--- START ---

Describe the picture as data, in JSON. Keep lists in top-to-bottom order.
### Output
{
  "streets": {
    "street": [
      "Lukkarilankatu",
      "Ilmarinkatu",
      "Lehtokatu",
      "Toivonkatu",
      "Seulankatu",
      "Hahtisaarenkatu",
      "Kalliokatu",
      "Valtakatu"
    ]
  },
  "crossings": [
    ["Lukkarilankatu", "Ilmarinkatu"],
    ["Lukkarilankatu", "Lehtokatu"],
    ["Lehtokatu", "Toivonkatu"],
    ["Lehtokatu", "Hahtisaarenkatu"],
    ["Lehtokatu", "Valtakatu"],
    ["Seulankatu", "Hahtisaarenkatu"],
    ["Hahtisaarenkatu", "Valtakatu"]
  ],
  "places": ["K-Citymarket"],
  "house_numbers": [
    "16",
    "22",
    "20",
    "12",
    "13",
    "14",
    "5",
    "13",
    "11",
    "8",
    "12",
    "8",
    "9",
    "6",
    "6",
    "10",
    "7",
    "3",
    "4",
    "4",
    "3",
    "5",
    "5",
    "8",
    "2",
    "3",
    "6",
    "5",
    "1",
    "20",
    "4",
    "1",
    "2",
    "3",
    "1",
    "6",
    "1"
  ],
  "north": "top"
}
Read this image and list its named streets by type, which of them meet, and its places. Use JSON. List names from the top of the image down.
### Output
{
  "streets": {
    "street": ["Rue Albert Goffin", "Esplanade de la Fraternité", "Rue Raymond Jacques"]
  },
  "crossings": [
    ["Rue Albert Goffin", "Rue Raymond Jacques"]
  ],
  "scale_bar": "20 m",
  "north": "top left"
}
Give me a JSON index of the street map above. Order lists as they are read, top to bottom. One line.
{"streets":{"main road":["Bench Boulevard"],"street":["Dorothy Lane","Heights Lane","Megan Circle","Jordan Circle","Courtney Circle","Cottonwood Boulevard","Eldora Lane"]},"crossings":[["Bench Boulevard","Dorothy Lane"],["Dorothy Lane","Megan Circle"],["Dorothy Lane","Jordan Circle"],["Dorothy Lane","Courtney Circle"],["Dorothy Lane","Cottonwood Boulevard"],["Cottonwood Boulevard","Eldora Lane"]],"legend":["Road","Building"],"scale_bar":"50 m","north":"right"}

--- END ---

> [Required work]:
Word for word, write out all of the entries again.

> [The completed task]:
Describe the picture as data, in JSON. Keep lists in top-to-bottom order.
### Output
{
  "streets": {
    "street": [
      "Lukkarilankatu",
      "Ilmarinkatu",
      "Lehtokatu",
      "Toivonkatu",
      "Seulankatu",
      "Hahtisaarenkatu",
      "Kalliokatu",
      "Valtakatu"
    ]
  },
  "crossings": [
    ["Lukkarilankatu", "Ilmarinkatu"],
    ["Lukkarilankatu", "Lehtokatu"],
    ["Lehtokatu", "Toivonkatu"],
    ["Lehtokatu", "Hahtisaarenkatu"],
    ["Lehtokatu", "Valtakatu"],
    ["Seulankatu", "Hahtisaarenkatu"],
    ["Hahtisaarenkatu", "Valtakatu"]
  ],
  "places": ["K-Citymarket"],
  "house_numbers": [
    "16",
    "22",
    "20",
    "12",
    "13",
    "14",
    "5",
    "13",
    "11",
    "8",
    "12",
    "8",
    "9",
    "6",
    "6",
    "10",
    "7",
    "3",
    "4",
    "4",
    "3",
    "5",
    "5",
    "8",
    "2",
    "3",
    "6",
    "5",
    "1",
    "20",
    "4",
    "1",
    "2",
    "3",
    "1",
    "6",
    "1"
  ],
  "north": "top"
}
Read this image and list its named streets by type, which of them meet, and its places. Use JSON. List names from the top of the image down.
### Output
{
  "streets": {
    "street": ["Rue Albert Goffin", "Esplanade de la Fraternité", "Rue Raymond Jacques"]
  },
  "crossings": [
    ["Rue Albert Goffin", "Rue Raymond Jacques"]
  ],
  "scale_bar": "20 m",
  "north": "top left"
}
Give me a JSON index of the street map above. Order lists as they are read, top to bottom. One line.
{"streets":{"main road":["Bench Boulevard"],"street":["Dorothy Lane","Heights Lane","Megan Circle","Jordan Circle","Courtney Circle","Cottonwood Boulevard","Eldora Lane"]},"crossings":[["Bench Boulevard","Dorothy Lane"],["Dorothy Lane","Megan Circle"],["Dorothy Lane","Jordan Circle"],["Dorothy Lane","Courtney Circle"],["Dorothy Lane","Cottonwood Boulevard"],["Cottonwood Boulevard","Eldora Lane"]],"legend":["Road","Building"],"scale_bar":"50 m","north":"right"}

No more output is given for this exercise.